ECLI:NL:RBDHA:2023:5808
Rechtbank Den Haag
- Eerste aanleg - enkelvoudig
- Rechtspraak.nl
Afwijzing asielaanvraag op grond van kennelijk ongegrondheid en beoordeling van detentiegeschiedenis
In deze zaak heeft de Rechtbank Den Haag op 21 april 2023 uitspraak gedaan in een asielprocedure. Eiser, een Algerijnse man, had op 22 november 2022 een asielaanvraag ingediend, na tweemaal in detentie te hebben gezeten, eerst in Algerije en later in Tunesië. De staatssecretaris van Justitie en Veiligheid heeft de aanvraag op 21 maart 2023 afgewezen als kennelijk ongegrond, omdat de detentieperiodes volgens de staatssecretaris niet relevant waren voor de beoordeling van de asielaanvraag.

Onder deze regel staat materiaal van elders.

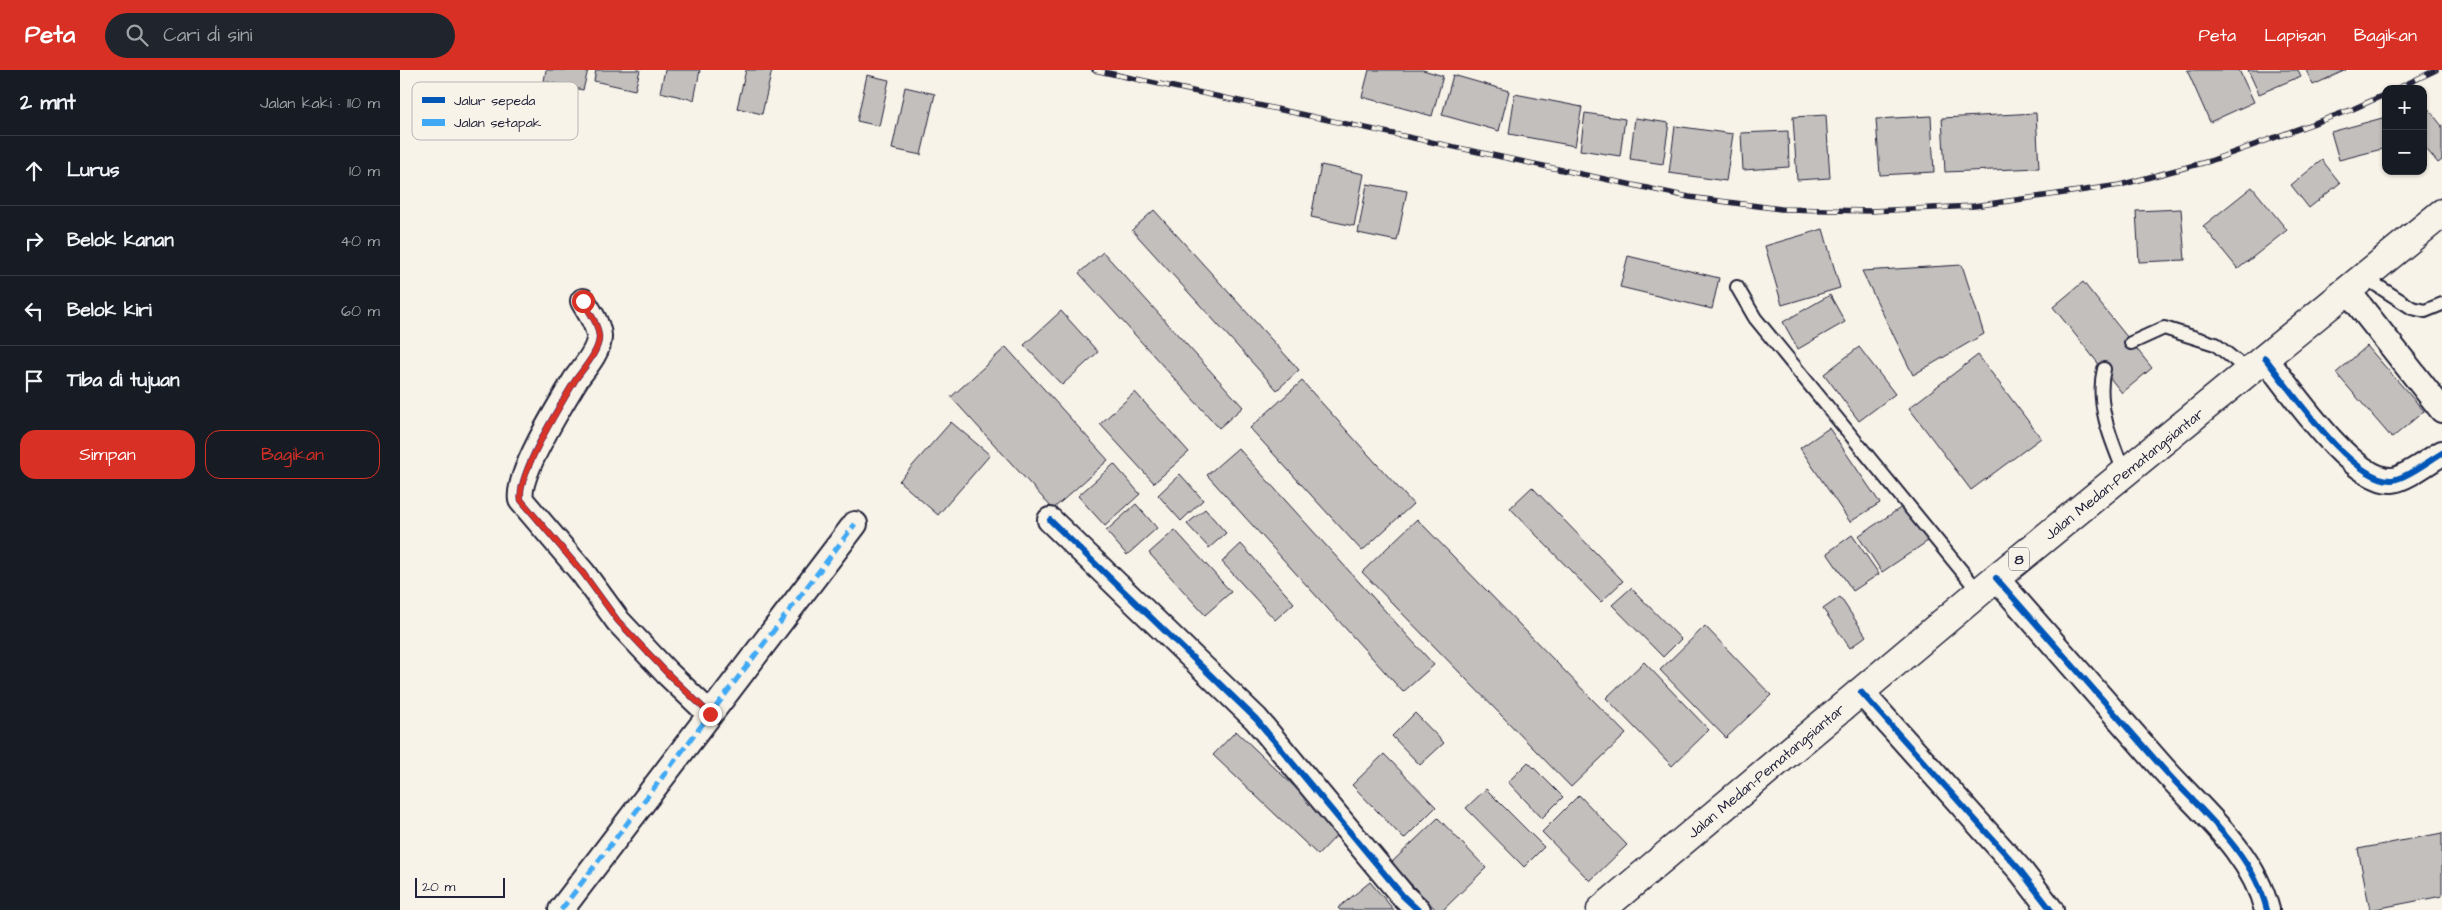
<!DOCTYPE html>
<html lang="id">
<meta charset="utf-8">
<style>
:root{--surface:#171b24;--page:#20242c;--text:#f1f3f6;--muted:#9ea1a6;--line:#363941;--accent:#d93025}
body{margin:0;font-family:"Architects Daughter",sans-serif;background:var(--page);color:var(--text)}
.controls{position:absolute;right:15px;top:15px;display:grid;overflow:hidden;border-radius:10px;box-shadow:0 1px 4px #0004}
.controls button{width:45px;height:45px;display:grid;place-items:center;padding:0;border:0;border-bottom:1px solid var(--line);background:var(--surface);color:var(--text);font:25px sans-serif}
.scale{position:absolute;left:15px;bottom:12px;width:90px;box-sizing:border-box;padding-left:5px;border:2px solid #22223b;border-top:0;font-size:14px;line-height:18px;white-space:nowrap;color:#22223b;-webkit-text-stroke:4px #f7f3e8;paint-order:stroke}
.stop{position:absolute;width:15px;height:15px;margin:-11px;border:4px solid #d93025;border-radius:50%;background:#fff}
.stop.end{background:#d93025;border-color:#fff;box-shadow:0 1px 5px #0008}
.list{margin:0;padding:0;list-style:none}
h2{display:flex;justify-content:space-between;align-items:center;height:65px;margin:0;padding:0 20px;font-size:21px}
h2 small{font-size:16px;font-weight:400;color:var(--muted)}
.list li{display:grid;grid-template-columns:32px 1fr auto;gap:15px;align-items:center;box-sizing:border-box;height:70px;padding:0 20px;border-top:1px solid var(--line)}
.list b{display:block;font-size:19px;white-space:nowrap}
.list em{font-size:16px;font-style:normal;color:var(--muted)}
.actions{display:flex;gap:10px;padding:15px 20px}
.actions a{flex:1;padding:11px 0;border:1px solid var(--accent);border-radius:15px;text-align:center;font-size:18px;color:var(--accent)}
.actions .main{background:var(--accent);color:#fff}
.icon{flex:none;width:28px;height:28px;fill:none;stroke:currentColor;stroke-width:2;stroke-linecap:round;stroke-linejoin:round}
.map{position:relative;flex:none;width:2042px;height:840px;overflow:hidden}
header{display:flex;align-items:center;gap:30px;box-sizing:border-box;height:70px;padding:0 25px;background:var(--accent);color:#fff}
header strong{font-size:24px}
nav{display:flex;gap:28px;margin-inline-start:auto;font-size:18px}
.search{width:350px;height:45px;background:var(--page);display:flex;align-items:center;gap:12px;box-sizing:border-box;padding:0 18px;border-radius:28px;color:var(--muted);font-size:19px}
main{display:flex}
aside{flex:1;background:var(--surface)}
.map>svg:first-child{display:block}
.building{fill:#c2bfbd;stroke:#22223b}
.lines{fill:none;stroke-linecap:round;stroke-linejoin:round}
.lane-casing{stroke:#22223b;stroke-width:16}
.street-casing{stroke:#22223b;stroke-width:28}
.highway-casing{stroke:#22223b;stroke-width:31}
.lane{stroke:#f7f3e8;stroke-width:12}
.street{stroke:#f7f3e8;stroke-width:24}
.highway{stroke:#f7f3e8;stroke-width:28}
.rail-casing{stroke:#22223b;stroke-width:5.5}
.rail{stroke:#f7f3e8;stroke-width:4;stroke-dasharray:11;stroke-linecap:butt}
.quiet{stroke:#3fa9f5;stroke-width:5;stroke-dasharray:10 5;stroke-linecap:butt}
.cycleway-casing{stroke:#f7f3e8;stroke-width:9}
.cycleway{stroke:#0057b8;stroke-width:6}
.route{stroke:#d93025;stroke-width:6}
.labels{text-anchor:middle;stroke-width:4;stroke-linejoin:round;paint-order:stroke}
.shield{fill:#f7f3e8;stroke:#62616f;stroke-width:1}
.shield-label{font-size:14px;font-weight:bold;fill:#22223b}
.street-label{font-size:15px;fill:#22223b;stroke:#f7f3e8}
.key{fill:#f7f3e8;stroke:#b7b4b4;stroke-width:1}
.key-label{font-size:14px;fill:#22223b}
</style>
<header>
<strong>Peta</strong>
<div class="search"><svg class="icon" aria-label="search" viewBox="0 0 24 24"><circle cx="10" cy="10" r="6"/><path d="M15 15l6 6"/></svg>Cari di sini</div>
<nav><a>Peta</a><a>Lapisan</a><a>Bagikan</a></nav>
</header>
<main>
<aside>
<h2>2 mnt<small>Jalan kaki · 110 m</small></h2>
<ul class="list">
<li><svg class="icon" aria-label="ahead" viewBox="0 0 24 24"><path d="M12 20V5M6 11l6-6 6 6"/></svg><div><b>Lurus</b></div><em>10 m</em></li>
<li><svg class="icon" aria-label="right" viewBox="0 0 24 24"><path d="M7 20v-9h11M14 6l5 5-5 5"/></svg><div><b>Belok kanan</b></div><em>40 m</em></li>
<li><svg class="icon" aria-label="left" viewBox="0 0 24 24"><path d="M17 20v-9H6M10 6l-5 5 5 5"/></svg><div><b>Belok kiri</b></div><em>60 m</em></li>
<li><svg class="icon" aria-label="arrive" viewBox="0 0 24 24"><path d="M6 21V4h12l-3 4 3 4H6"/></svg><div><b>Tiba di tujuan</b></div></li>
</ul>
<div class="actions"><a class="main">Simpan</a><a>Bagikan</a></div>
</aside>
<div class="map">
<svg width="2042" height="840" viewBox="0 0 2042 840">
<rect width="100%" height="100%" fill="#f7f3e8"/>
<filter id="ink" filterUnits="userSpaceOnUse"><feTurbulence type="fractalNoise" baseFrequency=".02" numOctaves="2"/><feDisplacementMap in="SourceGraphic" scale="10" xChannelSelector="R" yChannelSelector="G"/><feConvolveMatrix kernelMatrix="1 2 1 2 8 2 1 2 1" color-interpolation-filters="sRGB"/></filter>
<g filter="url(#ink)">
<path class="building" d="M146 0H188L183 20 144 11Z
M196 0H240L235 20 194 11Z
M265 0H300L294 30 260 22Z
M346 0H372L362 44 337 38Z
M969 0H1023L1043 6 1032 46 962 27Z
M1787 0H1839L1854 32 1810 52Z
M1848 0H1898L1901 6 1859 24Z
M1906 0H1946L1913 15Z
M467 5 489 10 479 56 457 51Z
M1053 5 1109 21 1099 61 1042 45Z
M505 17 535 24 521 85 492 79Z
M1115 24 1182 37 1175 76 1109 64Z
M2026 36 2042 56V90L2038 93 2023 75V38Z
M1185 43 1225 49 1220 86 1180 80Z
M1636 43 1639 98 1545 102 1542 48Z
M1426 45 1430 108 1397 110 1393 47Z
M1531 46 1534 102 1480 105 1476 49Z
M1986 47V78L1939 90 1931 62Z
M1235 48 1269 53 1263 94 1230 89Z
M1275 56 1333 64 1326 111 1269 103Z
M1388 61 1389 97 1343 100 1341 63Z
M1922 90 1940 113 1909 138 1891 115Z
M921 95 964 104 954 156 911 147Z
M967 114 1007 121 997 171 958 163Z
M1852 117 1887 160 1838 199 1803 156Z
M1781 139 1785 190 1739 192 1736 141Z
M754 140 899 300 877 320 732 160Z
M1423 159 1440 218 1382 235 1365 176Z
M703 182 843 337 819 358 679 203Z
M1228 186 1319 208 1312 239 1220 217Z
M1562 195 1584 264 1513 305 1462 201Z
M1683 212 1752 298 1722 323 1653 237Z
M1430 225 1445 252 1398 279 1383 252Z
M661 241 698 282 662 315 624 275Z
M1967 276 2024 341 1992 368 1936 303Z
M606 277 708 390 653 439 551 327Z
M1459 277 1495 324 1459 351 1424 304Z
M1578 285 1641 368 1571 420 1509 338Z
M902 311 1013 434 962 481 850 358Z
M735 322 789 382 754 413 700 354Z
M551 352 590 385 538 445 499 411Z
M1429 358 1480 433 1450 452 1400 378Z
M838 378 1034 595 1003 622 807 405Z
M714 394 740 424 705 456 678 426Z
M780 404 803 430 781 451 758 425Z
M1132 417 1223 511 1201 532 1110 438Z
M736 434 757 458 727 485 706 461Z
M1505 435 1528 471 1482 502 1458 466Z
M805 439 826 463 809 478 787 454Z
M1017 449 1226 664 1171 717 962 502Z
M775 460 831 522 805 545 749 483Z
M1452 465 1479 504 1453 521 1427 483Z
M841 474 894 533 875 550 822 492Z
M1231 518 1281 569 1263 587 1212 535Z
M1440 527 1466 566 1450 578 1423 539Z
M1305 556 1371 625 1326 668 1260 600Z
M1244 592 1309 660 1272 696 1206 628Z
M1015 643 1044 673 1020 695 992 666Z
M836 661 941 761 918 785 813 685Z
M984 684 1036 737 1004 769 952 715Z
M1128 692 1163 727 1142 748 1108 712Z
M1086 719 1144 777 1124 797 1066 738Z
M1179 725 1227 775 1190 811 1142 762Z
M1038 748 1086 798 1043 840H1036L991 793Z
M2042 763V826L1970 840 1958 779Z
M970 812 994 840H940L938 838Z"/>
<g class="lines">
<g class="lane-casing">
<path id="lane" d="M1964 207 2012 238 2025 241 2042 234
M1337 217 1355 248 1579 522
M1731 273 1764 258 1815 274 1850 302
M1704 299C1695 334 1712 372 1725 404"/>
</g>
<g class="street-casing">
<path id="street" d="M1948 221 2042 340
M183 231C189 242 198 253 199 266 200 280 184 298 176 309 162 332 116 405 121 430L183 503 218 551 267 603 310 644
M1865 288C1890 319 1952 412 1992 410 2005 409 2030 390 2042 383
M650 450 856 649 1003 826 1018 840
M1596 508C1650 570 1705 632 1759 694 1798 739 1852 780 1867 840
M1461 622 1620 800 1651 840
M161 840 455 454"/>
</g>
<g class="highway-casing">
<path id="highway" d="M1201 840 1596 508 2042 143"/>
</g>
<use href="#lane" class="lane"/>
<use href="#street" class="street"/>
<use href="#highway" class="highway"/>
<g class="rail-casing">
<path id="rail" d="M694 0 1289 127 1381 139 1471 141 1574 136 1720 115 1810 91 1953 39 1986 24
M1996 19 2036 0"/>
</g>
<use href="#rail" class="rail"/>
<path class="quiet" d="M161 840 455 454"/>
<g class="cycleway-casing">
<path id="cycleway" d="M183 231C189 242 198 253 199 266 200 280 184 298 176 309 162 332 116 405 121 430L183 503 218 551 267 603 310 644
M1865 288C1890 319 1952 412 1992 410 2005 409 2030 390 2042 383
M650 450 856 649 1003 826 1018 840
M1596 508C1650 570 1705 632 1759 694 1798 739 1852 780 1867 840
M1461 622 1620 800 1651 840"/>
</g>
<use href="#cycleway" class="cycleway"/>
</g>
</g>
<g class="lines" filter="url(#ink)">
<path class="route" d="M183 231C189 242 198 253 199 266 200 280 184 298 176 309 162 332 116 406 121 430L183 503 218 551 267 603 310 644"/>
</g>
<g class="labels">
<rect class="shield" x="1609" y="477.5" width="20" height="23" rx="4"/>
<g class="shield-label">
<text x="1619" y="494">8</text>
</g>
<g class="street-label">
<text transform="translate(1724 404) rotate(-39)" y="5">Jalan Medan-Pematangsiantar</text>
<text transform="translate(1366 701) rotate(-40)" y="5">Jalan Medan-Pematangsiantar</text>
</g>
</g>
<rect x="12" y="12" width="166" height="58" rx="8" class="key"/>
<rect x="22" y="27" width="23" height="6" fill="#0057b8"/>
<rect x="22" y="49" width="23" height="7" fill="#3fa9f5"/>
<g class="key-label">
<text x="54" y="35">Jalur sepeda</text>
<text x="54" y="57">Jalan setapak</text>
</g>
</svg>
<div class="controls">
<button>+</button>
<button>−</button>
</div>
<div class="scale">20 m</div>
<div class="stop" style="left:183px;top:231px"></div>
<div class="stop end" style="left:310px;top:644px"></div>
</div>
</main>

Eiser heeft hiertegen beroep ingesteld, maar is niet verschenen op de zitting. De rechtbank heeft de zaak behandeld en vastgesteld dat de detentie in Tunesië geen relevant element was, omdat deze niet in verband stond met vluchtelingschap. De rechtbank oordeelde dat de detentie in Algerije, die plaatsvond in 2015 en 2016, ook niet relevant was voor de aanvraag, aangezien deze geen aanleiding vormde voor het vertrek van eiser uit Algerije. De rechtbank heeft geoordeeld dat de staatssecretaris de aanvraag terecht als kennelijk ongegrond heeft afgewezen op grond van artikel 30b, eerste lid, onder a, van de Vreemdelingenwet 2000. Het beroep van eiser is ongegrond verklaard en er is geen aanleiding voor een proceskostenveroordeling.